> **Task item**: Your answer must be an exact copy of the data below.

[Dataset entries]
■ ■ ■ ■ ■ ■ ■
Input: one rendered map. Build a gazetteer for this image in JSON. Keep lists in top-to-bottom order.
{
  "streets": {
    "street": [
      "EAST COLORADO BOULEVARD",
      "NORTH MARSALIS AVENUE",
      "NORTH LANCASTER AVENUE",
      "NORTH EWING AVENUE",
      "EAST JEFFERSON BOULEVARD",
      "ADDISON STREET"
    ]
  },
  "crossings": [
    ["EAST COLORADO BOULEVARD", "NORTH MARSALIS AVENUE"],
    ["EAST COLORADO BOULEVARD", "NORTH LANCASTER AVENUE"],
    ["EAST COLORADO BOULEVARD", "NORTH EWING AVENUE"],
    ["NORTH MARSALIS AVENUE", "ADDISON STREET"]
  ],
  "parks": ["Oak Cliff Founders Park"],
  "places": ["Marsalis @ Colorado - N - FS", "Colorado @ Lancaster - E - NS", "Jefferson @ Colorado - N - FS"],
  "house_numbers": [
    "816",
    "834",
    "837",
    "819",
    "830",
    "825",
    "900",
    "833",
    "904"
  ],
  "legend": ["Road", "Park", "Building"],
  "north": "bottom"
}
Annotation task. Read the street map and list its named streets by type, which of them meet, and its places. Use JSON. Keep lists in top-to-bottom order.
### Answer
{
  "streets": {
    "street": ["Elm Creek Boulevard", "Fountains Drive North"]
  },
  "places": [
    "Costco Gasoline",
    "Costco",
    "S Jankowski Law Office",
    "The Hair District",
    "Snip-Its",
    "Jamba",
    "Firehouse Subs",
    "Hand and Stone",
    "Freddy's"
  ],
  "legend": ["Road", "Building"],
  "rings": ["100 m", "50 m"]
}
■ ■ ■ ■ ■ ■ ■
> **Final answer**:
Input: one rendered map. Build a gazetteer for this image in JSON. Keep lists in top-to-bottom order.
{
  "streets": {
    "street": [
      "EAST COLORADO BOULEVARD",
      "NORTH MARSALIS AVENUE",
      "NORTH LANCASTER AVENUE",
      "NORTH EWING AVENUE",
      "EAST JEFFERSON BOULEVARD",
      "ADDISON STREET"
    ]
  },
  "crossings": [
    ["EAST COLORADO BOULEVARD", "NORTH MARSALIS AVENUE"],
    ["EAST COLORADO BOULEVARD", "NORTH LANCASTER AVENUE"],
    ["EAST COLORADO BOULEVARD", "NORTH EWING AVENUE"],
    ["NORTH MARSALIS AVENUE", "ADDISON STREET"]
  ],
  "parks": ["Oak Cliff Founders Park"],
  "places": ["Marsalis @ Colorado - N - FS", "Colorado @ Lancaster - E - NS", "Jefferson @ Colorado - N - FS"],
  "house_numbers": [
    "816",
    "834",
    "837",
    "819",
    "830",
    "825",
    "900",
    "833",
    "904"
  ],
  "legend": ["Road", "Park", "Building"],
  "north": "bottom"
}
Annotation task. Read the street map and list its named streets by type, which of them meet, and its places. Use JSON. Keep lists in top-to-bottom order.
### Answer
{
  "streets": {
    "street": ["Elm Creek Boulevard", "Fountains Drive North"]
  },
  "places": [
    "Costco Gasoline",
    "Costco",
    "S Jankowski Law Office",
    "The Hair District",
    "Snip-Its",
    "Jamba",
    "Firehouse Subs",
    "Hand and Stone",
    "Freddy's"
  ],
  "legend": ["Road", "Building"],
  "rings": ["100 m", "50 m"]
}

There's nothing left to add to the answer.